Exercise prompt
Find the word "fabs" in the listing; pull out each line holding it.

Given data
-=-=-

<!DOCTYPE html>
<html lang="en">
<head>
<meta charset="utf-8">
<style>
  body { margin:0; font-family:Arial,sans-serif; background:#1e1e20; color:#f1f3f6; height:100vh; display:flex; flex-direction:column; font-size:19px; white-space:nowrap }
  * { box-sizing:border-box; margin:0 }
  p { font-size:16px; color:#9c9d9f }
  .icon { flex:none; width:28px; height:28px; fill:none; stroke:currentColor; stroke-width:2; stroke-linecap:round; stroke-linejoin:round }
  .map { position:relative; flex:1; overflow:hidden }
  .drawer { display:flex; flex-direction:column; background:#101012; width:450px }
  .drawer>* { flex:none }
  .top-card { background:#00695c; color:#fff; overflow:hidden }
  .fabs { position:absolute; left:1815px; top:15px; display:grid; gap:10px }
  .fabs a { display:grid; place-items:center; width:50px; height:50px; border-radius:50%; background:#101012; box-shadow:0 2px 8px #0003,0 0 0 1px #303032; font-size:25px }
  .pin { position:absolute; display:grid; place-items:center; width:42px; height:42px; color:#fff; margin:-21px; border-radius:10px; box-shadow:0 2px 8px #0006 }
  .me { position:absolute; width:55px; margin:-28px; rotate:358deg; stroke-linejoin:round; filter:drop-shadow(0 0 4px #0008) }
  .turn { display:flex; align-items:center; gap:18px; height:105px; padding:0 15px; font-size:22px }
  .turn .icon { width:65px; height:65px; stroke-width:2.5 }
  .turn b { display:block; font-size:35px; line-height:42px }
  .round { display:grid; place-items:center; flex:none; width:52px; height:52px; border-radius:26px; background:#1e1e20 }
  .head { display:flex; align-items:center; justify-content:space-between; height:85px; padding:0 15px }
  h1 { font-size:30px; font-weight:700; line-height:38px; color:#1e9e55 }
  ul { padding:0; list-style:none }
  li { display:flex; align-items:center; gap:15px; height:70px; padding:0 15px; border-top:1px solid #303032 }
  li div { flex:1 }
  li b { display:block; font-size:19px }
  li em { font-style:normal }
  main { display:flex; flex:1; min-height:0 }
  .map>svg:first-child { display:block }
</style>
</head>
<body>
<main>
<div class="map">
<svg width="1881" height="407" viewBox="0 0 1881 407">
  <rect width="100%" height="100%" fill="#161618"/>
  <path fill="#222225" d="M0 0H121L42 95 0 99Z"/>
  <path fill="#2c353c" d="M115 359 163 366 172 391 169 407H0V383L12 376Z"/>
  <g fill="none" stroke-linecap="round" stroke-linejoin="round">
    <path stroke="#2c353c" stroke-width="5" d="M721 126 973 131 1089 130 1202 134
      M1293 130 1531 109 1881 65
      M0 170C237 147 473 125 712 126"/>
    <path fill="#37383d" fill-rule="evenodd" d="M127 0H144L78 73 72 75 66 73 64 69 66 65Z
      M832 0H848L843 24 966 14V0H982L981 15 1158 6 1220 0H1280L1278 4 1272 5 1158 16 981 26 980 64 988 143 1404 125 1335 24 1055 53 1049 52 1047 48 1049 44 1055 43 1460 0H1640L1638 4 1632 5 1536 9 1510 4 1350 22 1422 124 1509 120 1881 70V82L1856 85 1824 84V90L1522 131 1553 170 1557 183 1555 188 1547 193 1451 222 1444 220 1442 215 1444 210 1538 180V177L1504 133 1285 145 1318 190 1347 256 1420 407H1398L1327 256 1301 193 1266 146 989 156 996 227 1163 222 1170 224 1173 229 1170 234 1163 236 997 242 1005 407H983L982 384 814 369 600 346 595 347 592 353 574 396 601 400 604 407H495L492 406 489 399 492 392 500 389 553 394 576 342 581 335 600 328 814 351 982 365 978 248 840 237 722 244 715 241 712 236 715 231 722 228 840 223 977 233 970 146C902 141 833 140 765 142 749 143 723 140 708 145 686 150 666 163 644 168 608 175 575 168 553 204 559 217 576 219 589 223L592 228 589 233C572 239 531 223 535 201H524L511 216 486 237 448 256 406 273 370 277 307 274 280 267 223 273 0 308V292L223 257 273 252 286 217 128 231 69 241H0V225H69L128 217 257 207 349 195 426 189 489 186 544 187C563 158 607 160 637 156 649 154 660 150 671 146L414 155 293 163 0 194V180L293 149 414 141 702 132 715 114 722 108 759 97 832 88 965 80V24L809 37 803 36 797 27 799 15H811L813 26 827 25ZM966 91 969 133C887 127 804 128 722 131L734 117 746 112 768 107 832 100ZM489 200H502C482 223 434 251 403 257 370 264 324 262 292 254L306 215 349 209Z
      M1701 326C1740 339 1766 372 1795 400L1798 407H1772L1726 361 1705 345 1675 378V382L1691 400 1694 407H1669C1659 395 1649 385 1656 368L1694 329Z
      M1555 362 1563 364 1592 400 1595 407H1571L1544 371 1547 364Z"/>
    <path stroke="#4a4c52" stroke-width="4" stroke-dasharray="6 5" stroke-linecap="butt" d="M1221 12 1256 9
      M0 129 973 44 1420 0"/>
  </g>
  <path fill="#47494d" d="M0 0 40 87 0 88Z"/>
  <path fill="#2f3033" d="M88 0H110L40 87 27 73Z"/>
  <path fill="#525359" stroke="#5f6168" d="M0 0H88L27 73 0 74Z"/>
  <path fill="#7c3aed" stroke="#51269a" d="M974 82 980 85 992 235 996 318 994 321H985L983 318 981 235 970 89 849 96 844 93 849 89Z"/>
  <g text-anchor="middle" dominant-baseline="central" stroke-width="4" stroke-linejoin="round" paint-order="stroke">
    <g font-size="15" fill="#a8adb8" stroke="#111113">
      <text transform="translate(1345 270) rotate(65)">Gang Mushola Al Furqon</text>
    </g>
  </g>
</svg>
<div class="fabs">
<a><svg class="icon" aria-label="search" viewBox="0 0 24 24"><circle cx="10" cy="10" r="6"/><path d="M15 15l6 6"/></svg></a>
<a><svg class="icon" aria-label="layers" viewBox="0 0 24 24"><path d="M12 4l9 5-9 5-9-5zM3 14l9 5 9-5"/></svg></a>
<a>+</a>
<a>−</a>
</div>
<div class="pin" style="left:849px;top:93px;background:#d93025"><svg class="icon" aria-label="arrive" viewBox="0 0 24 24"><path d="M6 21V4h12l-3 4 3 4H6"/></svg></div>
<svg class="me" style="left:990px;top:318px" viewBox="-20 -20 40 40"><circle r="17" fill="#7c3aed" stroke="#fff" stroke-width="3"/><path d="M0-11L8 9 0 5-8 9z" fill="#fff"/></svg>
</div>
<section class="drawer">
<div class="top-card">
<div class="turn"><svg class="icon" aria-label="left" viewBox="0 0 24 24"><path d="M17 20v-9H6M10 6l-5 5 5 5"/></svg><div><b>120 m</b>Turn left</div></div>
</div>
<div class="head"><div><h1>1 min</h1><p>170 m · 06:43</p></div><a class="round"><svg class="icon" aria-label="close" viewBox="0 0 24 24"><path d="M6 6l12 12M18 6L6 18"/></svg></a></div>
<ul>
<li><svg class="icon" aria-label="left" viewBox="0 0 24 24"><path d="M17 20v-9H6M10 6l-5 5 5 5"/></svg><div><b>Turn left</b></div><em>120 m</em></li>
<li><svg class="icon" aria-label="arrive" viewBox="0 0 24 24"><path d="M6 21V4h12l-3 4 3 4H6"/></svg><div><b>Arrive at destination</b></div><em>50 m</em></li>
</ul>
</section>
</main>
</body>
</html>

-=-=-

Result of this task
  .fabs { position:absolute; left:1815px; top:15px; display:grid; gap:10px }
  .fabs a { display:grid; place-items:center; width:50px; height:50px; border-radius:50%; background:#101012; box-shadow:0 2px 8px #0003,0 0 0 1px #303032; font-size:25px }
<div class="fabs">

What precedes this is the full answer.